Facilitated by Charlotte Faris, Yoga Nidra Instructor and LMT and Jarmila Darby, Yoga and Movement Arts Instructor

2:30-3:00 PM
Making a Living Doing What You Love
This is an investigation that involves bravery, trust, creativity, determinism, and a willingness to think about finances in a creative way. Judy Fleming will share her findings as an artist and teacher and share responses from workers in her community of Oakland, CA. At the end of the talk, participants will be invited to create an action list of how they can make a living by doing what they love and rely less on the hierarchical system in place. A zine/workbook may be distributed. 
Facilitated by Judy Fleming

3:00-4:30 PM
Care and Radical Pedagogy, a conversation with special guests (In conjunction with Open Engagement)
This discussion will explore the role of care in the push toward social equality, educational sustainability, and the future of cultural institutions. Models for collaboration toward the goal of positive change are sprouting up all over! This panel will explore what is at the heart of these efforts.
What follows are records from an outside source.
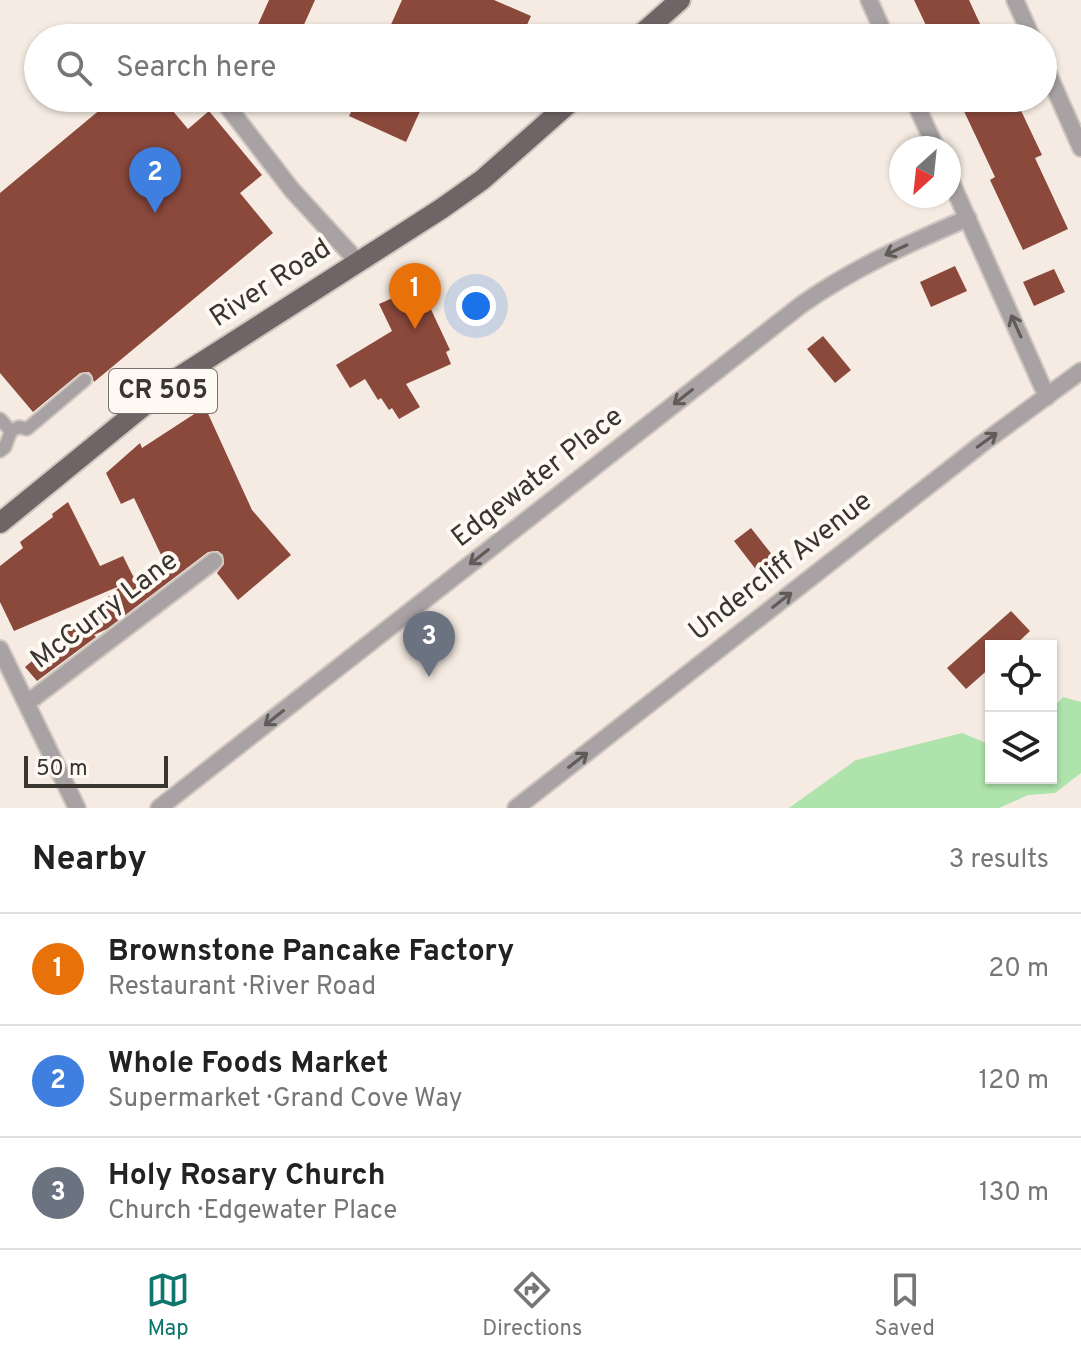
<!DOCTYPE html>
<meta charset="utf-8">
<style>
:root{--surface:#fff;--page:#f2f2f2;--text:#222;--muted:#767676;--line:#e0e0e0;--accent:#0f766e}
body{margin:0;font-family:Overpass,sans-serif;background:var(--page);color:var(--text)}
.controls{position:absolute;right:24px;bottom:24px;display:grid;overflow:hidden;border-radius:0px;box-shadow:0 2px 6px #0004}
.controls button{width:72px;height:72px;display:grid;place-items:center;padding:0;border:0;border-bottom:2px solid var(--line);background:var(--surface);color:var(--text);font:40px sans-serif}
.compass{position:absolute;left:889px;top:136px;width:72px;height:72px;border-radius:50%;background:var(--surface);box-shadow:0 2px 6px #0004;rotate:207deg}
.scale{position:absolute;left:24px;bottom:20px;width:144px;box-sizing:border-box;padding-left:8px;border:4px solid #393632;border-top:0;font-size:22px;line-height:28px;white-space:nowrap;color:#393632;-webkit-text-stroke:6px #fff9f3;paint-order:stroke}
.you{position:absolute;left:476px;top:306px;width:28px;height:28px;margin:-20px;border:6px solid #fff;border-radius:50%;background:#1a73e8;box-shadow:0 0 0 12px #1a73e833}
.badge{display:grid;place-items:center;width:52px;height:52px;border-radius:50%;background:var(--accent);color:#fff;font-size:26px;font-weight:700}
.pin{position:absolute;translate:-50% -66px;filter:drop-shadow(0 2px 4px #0008)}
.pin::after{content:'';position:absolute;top:42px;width:28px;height:24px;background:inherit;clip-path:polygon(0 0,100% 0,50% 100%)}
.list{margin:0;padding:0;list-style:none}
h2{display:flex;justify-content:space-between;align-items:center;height:104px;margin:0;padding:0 32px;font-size:34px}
h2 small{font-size:26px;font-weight:400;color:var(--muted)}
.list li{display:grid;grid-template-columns:52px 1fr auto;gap:24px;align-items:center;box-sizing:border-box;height:112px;padding:0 32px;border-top:2px solid var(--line)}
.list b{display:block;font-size:30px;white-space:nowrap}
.list p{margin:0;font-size:26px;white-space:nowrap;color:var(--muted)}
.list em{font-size:26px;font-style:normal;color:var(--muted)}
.icon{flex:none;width:44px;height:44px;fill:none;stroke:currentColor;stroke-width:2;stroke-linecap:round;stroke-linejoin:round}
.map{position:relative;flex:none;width:1081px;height:808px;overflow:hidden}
.search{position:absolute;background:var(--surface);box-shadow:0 2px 6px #0004;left:24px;right:24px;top:24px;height:88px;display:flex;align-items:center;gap:20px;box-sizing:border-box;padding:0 28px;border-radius:44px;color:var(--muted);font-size:30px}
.sheet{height:440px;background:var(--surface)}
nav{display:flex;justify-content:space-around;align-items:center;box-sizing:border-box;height:112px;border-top:2px solid var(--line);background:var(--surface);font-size:22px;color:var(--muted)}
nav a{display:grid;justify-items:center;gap:4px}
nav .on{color:var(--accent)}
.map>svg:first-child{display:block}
.green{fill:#aee3ab}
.building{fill:#8b493c}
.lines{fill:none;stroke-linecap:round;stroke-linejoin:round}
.pedestrian-casing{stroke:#cfc7bf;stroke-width:16}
.minor-casing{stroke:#cfc7bf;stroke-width:20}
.primary-casing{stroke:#cfc7bf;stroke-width:24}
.pedestrian{stroke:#a8a2a4;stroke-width:12}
.minor{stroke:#a8a2a4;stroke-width:16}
.primary{stroke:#6f6567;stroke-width:20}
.oneway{stroke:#605c5a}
.labels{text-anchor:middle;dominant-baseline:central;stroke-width:8;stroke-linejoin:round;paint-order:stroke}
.shield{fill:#fff9f3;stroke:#74706c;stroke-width:2}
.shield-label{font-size:26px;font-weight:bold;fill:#393632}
.street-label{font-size:28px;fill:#393632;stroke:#fff9f3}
</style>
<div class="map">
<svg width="1081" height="808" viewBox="0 0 1081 808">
<rect width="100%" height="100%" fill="#f5ebe2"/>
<path class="green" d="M1063,697L1081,702V773L1055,793L1028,795L999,808H789L856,760L962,733L991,745V778H1051V710Z"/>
<path class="building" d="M269,0H315L298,38H252Z
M402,0H494L531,16L521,38H385Z
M914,0H969L981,26L954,38H932Z
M114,98H162L188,129L209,111L262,175L240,193L273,233L94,382L92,375L89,372L80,373L33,412L0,373V193Z
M358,98H426L406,142L349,116Z
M980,98H1015L1042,155L1035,158L1068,229L1023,250L990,180L995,177L962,107Z
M955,266L967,291L931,307L920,282Z
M1054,269L1065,292L1034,306L1023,282Z
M420,286L450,350L446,352L451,364L406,384L420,407L399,419L392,408L389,410L381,398L378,400L365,379L350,388L336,365L392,331L379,304Z
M823,336L851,370L835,383L807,349Z
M205,407L252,510L291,555L238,600L217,573L224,564L223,555L218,551L208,552L107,629L94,635L96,637L37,681L25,667L122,585L14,631L0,602V566L23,548L20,542L53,517L52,514L68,502L100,566L123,556L133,576L164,561L134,498L121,504L106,473L140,443L142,448Z
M751,528L781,566L764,580L734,541Z
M1011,611L1030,631L1014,646H991V667L966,689L947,668Z"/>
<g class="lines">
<g class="pedestrian-casing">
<path id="pedestrian" d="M0,419L11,431
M0,451L5,447L11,431L19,427L27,429L85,380"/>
</g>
<g class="minor-casing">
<path id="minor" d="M869,0L886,38
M1015,0L1032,38
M1043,62L1081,148
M221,98L292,190L358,262
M913,98L936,148
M949,177L1047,397
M0,649L77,808
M27,703L214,561
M159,808L801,305C853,268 910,243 968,218
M516,808L983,443L1081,371"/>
</g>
<g class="primary-casing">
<path id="primary" d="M637,38L680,0
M0,523L179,377L441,209L482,180L575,98"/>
</g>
<use href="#pedestrian" class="pedestrian"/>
<use href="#minor" class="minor"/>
<use href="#primary" class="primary"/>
</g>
<defs><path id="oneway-shaft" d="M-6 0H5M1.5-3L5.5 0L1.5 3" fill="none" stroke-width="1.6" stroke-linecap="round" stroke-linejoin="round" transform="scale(2)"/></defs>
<g class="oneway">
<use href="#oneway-shaft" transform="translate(896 250) rotate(155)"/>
<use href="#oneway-shaft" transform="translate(1016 326) rotate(-114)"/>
<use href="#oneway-shaft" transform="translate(683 397) rotate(142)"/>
<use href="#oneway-shaft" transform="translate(987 440) rotate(-36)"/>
<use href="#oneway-shaft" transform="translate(479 557) rotate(142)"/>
<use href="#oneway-shaft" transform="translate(782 600) rotate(-38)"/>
<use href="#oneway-shaft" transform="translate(274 718) rotate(142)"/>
<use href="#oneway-shaft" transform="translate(578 760) rotate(-38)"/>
</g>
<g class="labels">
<rect class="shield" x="109" y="369" width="108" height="44" rx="6"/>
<g class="shield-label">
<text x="163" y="391">CR 505</text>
</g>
<g class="street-label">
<text transform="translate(271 284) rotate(-33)">River Road</text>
<text transform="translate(538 478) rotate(-38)">Edgewater Place</text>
<text transform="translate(781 567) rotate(-38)">Undercliff Avenue</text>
<text transform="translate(105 611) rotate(-37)">McCurry Lane</text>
</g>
</g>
</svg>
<div class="controls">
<button><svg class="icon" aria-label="locate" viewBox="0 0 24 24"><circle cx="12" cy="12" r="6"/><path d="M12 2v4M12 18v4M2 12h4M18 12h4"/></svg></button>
<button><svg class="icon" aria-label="layers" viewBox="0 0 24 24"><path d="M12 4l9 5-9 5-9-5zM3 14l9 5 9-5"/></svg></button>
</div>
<svg class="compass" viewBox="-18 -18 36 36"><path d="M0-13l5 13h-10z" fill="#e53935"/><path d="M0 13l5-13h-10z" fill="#767676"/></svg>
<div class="scale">50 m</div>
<div class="you"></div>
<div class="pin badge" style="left:415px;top:329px;background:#e8710a">1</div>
<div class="pin badge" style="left:155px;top:213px;background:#3f7fe0">2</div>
<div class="pin badge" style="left:429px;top:677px;background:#6b7280">3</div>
<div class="search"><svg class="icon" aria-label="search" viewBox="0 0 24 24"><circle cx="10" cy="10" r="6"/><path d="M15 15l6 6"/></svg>Search here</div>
</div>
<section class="sheet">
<h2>Nearby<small>3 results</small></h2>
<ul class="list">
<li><span class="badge" style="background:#e8710a">1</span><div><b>Brownstone Pancake Factory</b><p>Restaurant · River Road</p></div><em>20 m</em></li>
<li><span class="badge" style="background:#3f7fe0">2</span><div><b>Whole Foods Market</b><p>Supermarket · Grand Cove Way</p></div><em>120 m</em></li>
<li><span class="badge" style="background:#6b7280">3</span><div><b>Holy Rosary Church</b><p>Church · Edgewater Place</p></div><em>130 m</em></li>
</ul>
</section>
<nav>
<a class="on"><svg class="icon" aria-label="map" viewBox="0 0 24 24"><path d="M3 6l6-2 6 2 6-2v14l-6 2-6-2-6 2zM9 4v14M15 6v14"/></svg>Map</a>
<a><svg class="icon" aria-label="directions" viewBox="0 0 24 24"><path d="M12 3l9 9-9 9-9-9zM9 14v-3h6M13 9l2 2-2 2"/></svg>Directions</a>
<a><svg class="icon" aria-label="saved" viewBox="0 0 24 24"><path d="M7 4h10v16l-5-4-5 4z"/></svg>Saved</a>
</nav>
Five artists and educators who cite care as being crucial to their practice will discuss their work in relation to questions around care as a tool and guiding philosophy. Co-Facilitated by Kristin Lantz (educator at Columbus (OH) Museum of Art) and Carmen Papalia (PSU MFA in Art & Social Practice Alumn

5:00-7:00 PM
Closing Party and Chiron Studies Fundraiser at Gnarly Grey (1235 SW Jefferson Street)
This is an all ages party -- 21+ to drink! 1/2 of all well drink sales to benefit Chiron Studies!